-- DATA SUPPLIED follows --
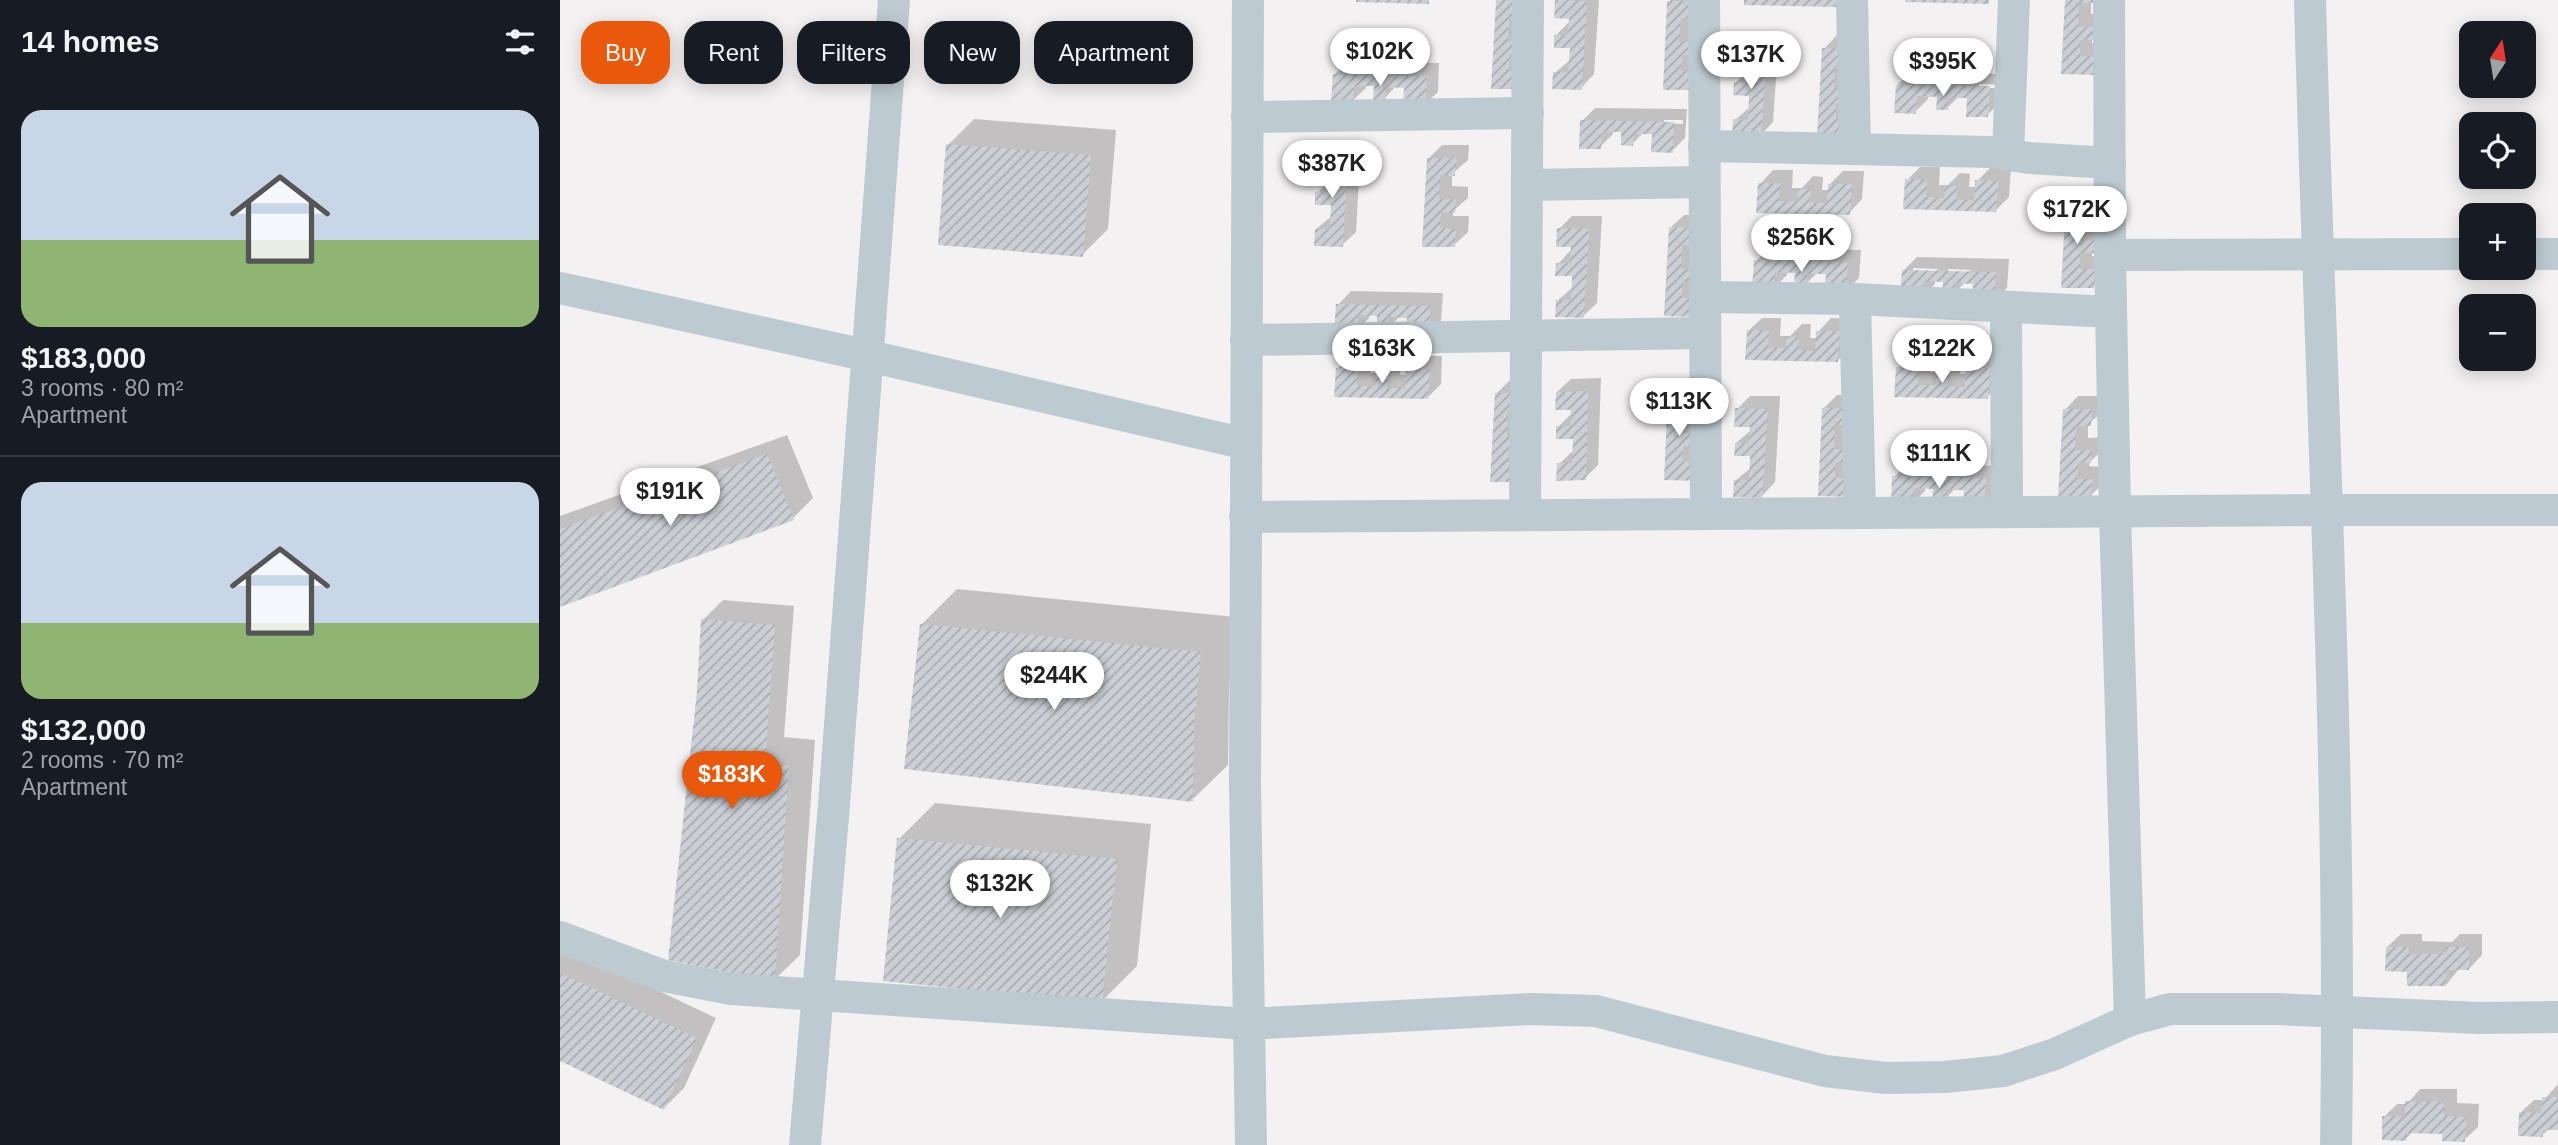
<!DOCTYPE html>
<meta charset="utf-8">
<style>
:root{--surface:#171b24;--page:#242831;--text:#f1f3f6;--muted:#9ea1a6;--line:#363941;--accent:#ea580c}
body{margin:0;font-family:Arial,sans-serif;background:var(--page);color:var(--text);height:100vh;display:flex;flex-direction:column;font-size:26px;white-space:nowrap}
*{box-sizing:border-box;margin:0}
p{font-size:23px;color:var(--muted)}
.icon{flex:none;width:38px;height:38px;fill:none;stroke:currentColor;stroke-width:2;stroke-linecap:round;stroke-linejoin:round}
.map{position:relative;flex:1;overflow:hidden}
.drawer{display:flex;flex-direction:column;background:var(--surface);width:560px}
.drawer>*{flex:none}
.guide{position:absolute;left:21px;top:21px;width:665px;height:63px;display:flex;gap:14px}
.needle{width:46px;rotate:12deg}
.controls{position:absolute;left:1899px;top:21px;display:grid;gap:14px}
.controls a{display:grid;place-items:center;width:77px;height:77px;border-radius:14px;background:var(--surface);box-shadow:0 4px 18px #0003;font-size:35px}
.price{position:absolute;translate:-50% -60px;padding:0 16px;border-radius:24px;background:#fff;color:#222;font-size:23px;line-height:46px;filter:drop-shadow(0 2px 4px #0008)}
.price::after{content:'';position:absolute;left:50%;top:42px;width:21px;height:16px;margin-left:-10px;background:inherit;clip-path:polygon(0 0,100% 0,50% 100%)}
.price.selected{background:var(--accent);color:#fff}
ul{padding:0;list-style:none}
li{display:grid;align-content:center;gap:14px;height:371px;padding:0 21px}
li+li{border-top:2px solid var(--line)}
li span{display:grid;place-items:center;height:217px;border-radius:21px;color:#555}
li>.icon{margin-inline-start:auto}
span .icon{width:126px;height:126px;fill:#fffc;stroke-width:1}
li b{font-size:30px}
h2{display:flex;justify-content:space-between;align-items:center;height:84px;padding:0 21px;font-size:30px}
.pill{padding:0 24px;border-radius:21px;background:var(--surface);box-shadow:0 4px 18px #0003;font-size:24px;line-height:63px}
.pill.selected{background:var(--accent);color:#fff}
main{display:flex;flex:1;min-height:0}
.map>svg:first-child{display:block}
</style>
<main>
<section class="drawer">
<h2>14 homes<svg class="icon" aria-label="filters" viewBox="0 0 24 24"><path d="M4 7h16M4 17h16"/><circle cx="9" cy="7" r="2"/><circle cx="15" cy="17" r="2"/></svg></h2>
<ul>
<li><span style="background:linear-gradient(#c9d6e8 60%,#8fb573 0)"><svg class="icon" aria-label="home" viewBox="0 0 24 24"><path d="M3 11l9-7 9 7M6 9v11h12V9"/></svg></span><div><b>$183,000</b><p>3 rooms · 80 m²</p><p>Apartment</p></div></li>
<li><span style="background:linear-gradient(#c9d6e8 65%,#8fb573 0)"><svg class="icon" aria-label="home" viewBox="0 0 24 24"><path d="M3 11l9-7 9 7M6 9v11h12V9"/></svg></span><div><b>$132,000</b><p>2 rooms · 70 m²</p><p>Apartment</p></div></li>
</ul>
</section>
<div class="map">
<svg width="1998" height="1145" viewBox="0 0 1998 1145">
<defs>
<pattern id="building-hatch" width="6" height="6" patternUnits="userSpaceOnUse" patternTransform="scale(1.75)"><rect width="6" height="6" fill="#ccd0d6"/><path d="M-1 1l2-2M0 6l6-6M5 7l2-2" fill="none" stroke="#a7acb1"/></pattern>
</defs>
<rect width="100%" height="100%" fill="#f3f1f1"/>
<g fill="#0003" fill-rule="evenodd">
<polygon points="938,0 977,0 977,58 933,87"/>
<polygon points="997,0 1039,0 1034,74 1021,88 995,73 1011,59 1012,47 996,35 1009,22 1011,17"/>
<polygon points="1110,0 1148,0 1149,59 1104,88"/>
<polygon points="1507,0 1531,1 1531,14 1547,14 1532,39 1532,43 1548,43 1533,73 1503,72"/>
<polygon points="1189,35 1219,36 1213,122 1200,136 1175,120 1190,107 1191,94 1175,83 1190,69 1176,48"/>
<polygon points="1277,35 1303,106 1259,135 1264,49"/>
<polygon points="788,61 879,63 878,92 864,105 846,86 836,86 825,98 816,84 806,84 806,88 792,101 774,75"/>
<path d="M1351 72 1442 74 1441 102 1427 115 1409 96H1399L1387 108 1379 95H1369L1368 99 1355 112 1337 85ZM1419 84 1438 85V88H1419Z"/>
<path d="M1035 108 1127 109 1125 138 1112 151 1094 132H1084L1072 144 1063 130H1053V134L1040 147 1022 121ZM1104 120H1123V124L1104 123Z"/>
<polygon points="414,119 556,130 548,229 522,255 388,145"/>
<polygon points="771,145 801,146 796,232 782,245 756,229 772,216 773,204 757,193 770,180 772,175 758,158"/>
<polygon points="882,145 909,145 908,160 892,174 892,186 908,187 908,198 893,211 893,216 909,216 908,232 894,245 864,245 869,158"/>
<polygon points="1360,167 1380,167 1379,185 1388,185 1400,173 1410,174 1409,187 1416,187 1417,181 1430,168 1451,168 1449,197 1436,210 1345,208 1347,180"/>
<polygon points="1213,170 1233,170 1232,188 1242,188 1253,176 1263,177 1262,190 1269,190 1270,184 1283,171 1304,171 1302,199 1289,213 1198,211 1200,184"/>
<polygon points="1521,186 1548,186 1531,215 1531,227 1547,228 1547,238 1532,252 1532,256 1548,257 1547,272 1533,286 1503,286 1508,199"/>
<polygon points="1124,215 1150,215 1150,286 1106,315 1110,228"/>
<polygon points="1012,216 1042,216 1037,303 1023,316 997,301 1013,287 1014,275 998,264 1011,250 1013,245 999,229"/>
<polygon points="1209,248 1301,250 1299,278 1286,291 1267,272 1258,272 1246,284 1237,271 1227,271 1227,275 1214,288 1196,261"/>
<path d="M1357 257 1449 259 1447 288 1434 301 1415 282H1405L1394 294 1385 280H1375V284L1362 297 1343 271ZM1353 268 1378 269 1375 272H1353ZM1388 269 1411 270 1408 273H1388Z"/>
<polygon points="791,291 883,293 881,322 868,335 849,316 840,316 828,328 819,314 810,314 809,318 796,331 778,305"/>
<polygon points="1202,318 1221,318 1220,336 1230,336 1242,324 1251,324 1250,338 1258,338 1258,332 1271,318 1293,319 1291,347 1278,360 1187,358 1188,331"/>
<polygon points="1352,354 1371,355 1370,372 1379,373 1391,361 1401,361 1400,374 1408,374 1408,368 1421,355 1443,355 1441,384 1427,397 1336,395 1338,368"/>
<polygon points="791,355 811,355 810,373 819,373 831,361 841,362 840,375 847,375 848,369 861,356 882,356 881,384 867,398 776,396 778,368"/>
<polygon points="1041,378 1038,465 1025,478 999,464 1014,450 1014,437 998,427 1012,413 1012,408 997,392 1011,379"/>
<polygon points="1123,379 1150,379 1150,450 1106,479 1110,393"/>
<polygon points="950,380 976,381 976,451 932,480 936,394"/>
<polygon points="1277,395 1304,395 1304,465 1259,495 1264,408"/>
<polygon points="1190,396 1220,396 1215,482 1202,496 1176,480 1192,467 1192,454 1176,443 1191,430 1191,425 1177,409"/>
<polygon points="1518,396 1545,396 1544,411 1528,424 1528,438 1545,437 1544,448 1530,462 1529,466 1545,467 1544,483 1530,496 1500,496 1505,410"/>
<polygon points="227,435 253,498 233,518 0,605 0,516"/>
<polygon points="1348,463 1439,466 1437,494 1424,507 1406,488 1396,488 1384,500 1375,487 1365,487 1365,491 1352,504 1334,477"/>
<polygon points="397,589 676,617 669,688 668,765 632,800 361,625"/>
<polygon points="163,600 234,606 224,737 255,740 240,955 214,980 132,755 143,620"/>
<polygon points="375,803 591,824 577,966 542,1001 339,839"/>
<polygon points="1841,934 1862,934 1862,941 1892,942 1900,934 1922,934 1922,955 1909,969 1899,969 1886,985 1849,970 1827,947"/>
<polygon points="0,944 156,1018 124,1088 104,1108 0,1059"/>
<polygon points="1998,1084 1998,1128 1990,1128 1982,1135 1960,1113 1974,1100 1984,1100"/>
<polygon points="1860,1089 1897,1089 1897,1103 1919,1104 1918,1127 1904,1140 1884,1132 1853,1131 1846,1139 1824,1117 1837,1104 1847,1104"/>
</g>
<g fill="url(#building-hatch)">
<polygon points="796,0 869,0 869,4 796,2"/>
<polygon points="936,0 965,0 964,18 949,17 948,41 965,41 964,55 950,54 949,71 965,71 964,89 931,89"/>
<polygon points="995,0 1027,1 1022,90 992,89 993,72 1008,72 1010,48 994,48 994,35 1008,35 1009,19 994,18"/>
<polygon points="1184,0 1278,0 1277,7 1184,5"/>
<polygon points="1345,0 1429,0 1429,4 1345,2"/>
<polygon points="1505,0 1534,0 1534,3 1519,3 1518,27 1535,27 1534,40 1520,40 1520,56 1535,56 1534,75 1501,74"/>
<polygon points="1107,1 1137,1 1135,18 1121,18 1119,42 1136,42 1135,55 1122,55 1121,71 1136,71 1135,90 1103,90"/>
<polygon points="1174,48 1207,49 1201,137 1172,137 1173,119 1188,120 1189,96 1173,95 1174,82 1187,83 1188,67 1173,66"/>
<polygon points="1262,48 1291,48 1290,66 1275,65 1274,89 1291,90 1290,103 1276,103 1276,119 1291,119 1290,138 1257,137"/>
<polygon points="773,74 867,76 865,107 843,107 844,88 826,87 825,100 813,100 814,86 794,86 793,103 771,103"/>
<polygon points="1336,85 1430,86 1428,117 1406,117 1407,98 1389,98 1388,110 1376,110 1377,97 1357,96 1356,114 1334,113"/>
<polygon points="1020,120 1114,122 1113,153 1091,152 1092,134 1074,134 1073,146 1061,145 1061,132 1042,132 1041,149 1019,149"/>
<polygon points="386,144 531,155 523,257 378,245"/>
<polygon points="756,157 788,158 783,247 754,246 755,229 770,229 771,205 755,205 755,192 769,192 770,176 755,176"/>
<polygon points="867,158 896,158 895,176 880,175 879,199 896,199 895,213 881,212 880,228 896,229 895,247 862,247"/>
<polygon points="1345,179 1367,180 1366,197 1384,198 1385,186 1397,186 1396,200 1414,200 1415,180 1439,181 1436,212 1343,209"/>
<polygon points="1198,183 1220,183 1219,201 1238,201 1238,189 1250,189 1250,203 1267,203 1268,184 1292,184 1290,215 1196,213"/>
<polygon points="1506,199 1535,199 1534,216 1519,216 1518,240 1535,240 1534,253 1520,253 1520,269 1535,269 1534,288 1501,288"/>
<polygon points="1109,227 1138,228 1137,245 1122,245 1121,269 1137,269 1137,282 1123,282 1122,298 1138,298 1137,317 1104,316"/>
<polygon points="997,228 1029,229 1024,318 995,317 996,300 1011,300 1012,276 995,276 996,263 1010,263 1011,247 996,247"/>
<polygon points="1194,260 1288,262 1286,293 1264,293 1266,274 1247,274 1247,286 1234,286 1235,273 1215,272 1214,290 1192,289"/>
<polygon points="1342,270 1436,272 1434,303 1412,303 1413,284 1395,283 1394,296 1382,295 1383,282 1363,281 1362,299 1340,299"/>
<polygon points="776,304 871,306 868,337 846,337 847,318 829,317 829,330 817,329 817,316 798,315 797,333 774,333"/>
<polygon points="1187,330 1209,331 1208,348 1226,348 1226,337 1239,337 1238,350 1255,351 1256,331 1280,331 1278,362 1185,360"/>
<polygon points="1336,367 1358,367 1358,385 1376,385 1376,373 1388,374 1388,387 1405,387 1406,368 1430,368 1428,399 1334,397"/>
<polygon points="776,368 798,368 797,386 815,386 816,374 828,374 827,388 845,388 846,368 870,369 868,399 774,397"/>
<polygon points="1028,391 1026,480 996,481 997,463 1012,463 1013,439 996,439 996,426 1010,426 1011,410 995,410 996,392"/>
<polygon points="1108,392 1137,392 1137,409 1121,409 1120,433 1137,433 1136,446 1123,446 1122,462 1137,462 1136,481 1104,480"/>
<polygon points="935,393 964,393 963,410 948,411 947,435 963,435 963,448 949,447 948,463 964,464 963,482 930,482"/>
<polygon points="1175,408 1208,409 1202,498 1173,497 1174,480 1189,480 1190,456 1174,456 1175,443 1189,443 1190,427 1174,427"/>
<polygon points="1262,408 1291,408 1291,425 1275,425 1274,449 1291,449 1290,462 1276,462 1275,478 1291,478 1290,497 1258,496"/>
<polygon points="1503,409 1532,409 1531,426 1516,426 1515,450 1532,450 1531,463 1518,463 1517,479 1532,479 1531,498 1498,497"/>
<polygon points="207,454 234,520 0,607 0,529"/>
<polygon points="1332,476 1426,478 1425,509 1403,509 1404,490 1386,490 1385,502 1372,502 1373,489 1354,488 1352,506 1331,505"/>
<polygon points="141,619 215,625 205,763 229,765 215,982 108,960 137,691"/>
<polygon points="360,624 641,652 634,725 633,802 344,769"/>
<polygon points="337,838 557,859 542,1003 323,981"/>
<polygon points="1826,947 1849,947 1849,954 1884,954 1885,947 1909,947 1909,970 1886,970 1886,986 1847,986 1847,972 1825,971"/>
<polygon points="0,973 137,1038 104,1110 0,1061"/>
<polygon points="1982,1097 1998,1097 1998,1130 1983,1130 1983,1137 1958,1136 1959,1112 1981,1113"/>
<polygon points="1845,1101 1884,1102 1884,1116 1906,1117 1905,1142 1882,1141 1882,1134 1847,1133 1846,1141 1822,1140 1822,1116 1845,1117"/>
</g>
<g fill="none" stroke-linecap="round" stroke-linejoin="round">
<g stroke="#becad1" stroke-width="32">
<polyline points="688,0 685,785 691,1145"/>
<polyline points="1144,0 1146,514"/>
<polyline points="1292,0 1295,148"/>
<polyline points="1549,0 1550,255 1555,511 1570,1020"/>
<path d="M1750 0C1760 381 1782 763 1776 1145"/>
<polyline points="687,117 968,113"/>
<polyline points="1144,146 1431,152 1469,158 1550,163"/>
<polyline points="1448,154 1454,0"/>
<polyline points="967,185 1144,182"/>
<polyline points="1964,254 1998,254"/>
<polyline points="1550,255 1911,254"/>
<polyline points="0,288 309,356 686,444"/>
<polyline points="1145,297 1295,299 1551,312"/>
<polyline points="1295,299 1300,513"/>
<polyline points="1446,308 1447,512"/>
<polyline points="686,340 1145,333"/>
<polyline points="965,515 968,0"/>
<polyline points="685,517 1768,510 1998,510"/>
<polyline points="0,937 104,976 171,989 688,1024 971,1009 1036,1011 1265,1071 1326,1078 1385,1077 1443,1071 1495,1054 1570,1020 1610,1009 1717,1009 1919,1018 1998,1017"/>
<polyline points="245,1145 274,805 334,0"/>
</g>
</g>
</svg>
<div class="controls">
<a><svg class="needle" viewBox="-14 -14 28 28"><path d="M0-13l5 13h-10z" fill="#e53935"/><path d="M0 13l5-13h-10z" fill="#9ea1a6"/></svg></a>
<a><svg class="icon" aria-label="locate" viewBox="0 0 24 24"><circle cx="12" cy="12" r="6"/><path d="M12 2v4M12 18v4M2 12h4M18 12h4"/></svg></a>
<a>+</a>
<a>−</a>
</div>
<b class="price" style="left:820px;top:88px">$102K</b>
<b class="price" style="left:1191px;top:91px">$137K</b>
<b class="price" style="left:1383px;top:98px">$395K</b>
<b class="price" style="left:772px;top:200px">$387K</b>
<b class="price" style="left:1517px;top:246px">$172K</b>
<b class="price" style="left:1241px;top:274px">$256K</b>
<b class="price" style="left:822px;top:385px">$163K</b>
<b class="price" style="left:1382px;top:385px">$122K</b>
<b class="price" style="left:1119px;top:438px">$113K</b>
<b class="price" style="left:1379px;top:490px">$111K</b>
<b class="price" style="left:110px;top:528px">$191K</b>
<b class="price" style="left:494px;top:712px">$244K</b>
<b class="price selected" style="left:172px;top:811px">$183K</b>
<b class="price" style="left:440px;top:920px">$132K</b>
<div class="guide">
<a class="pill selected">Buy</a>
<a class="pill">Rent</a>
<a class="pill">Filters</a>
<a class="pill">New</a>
<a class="pill">Apartment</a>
</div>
</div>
</main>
-- DATA SUPPLIED concluded --
- _EXERCISE_
Among the lines above, which ones include the word "grid"? Copy them.

- _COMPLETED EXERCISE_
.controls{position:absolute;left:1899px;top:21px;display:grid;gap:14px}
.controls a{display:grid;place-items:center;width:77px;height:77px;border-radius:14px;background:var(--surface);box-shadow:0 4px 18px #0003;font-size:35px}
li{display:grid;align-content:center;gap:14px;height:371px;padding:0 21px}
li span{display:grid;place-items:center;height:217px;border-radius:21px;color:#555}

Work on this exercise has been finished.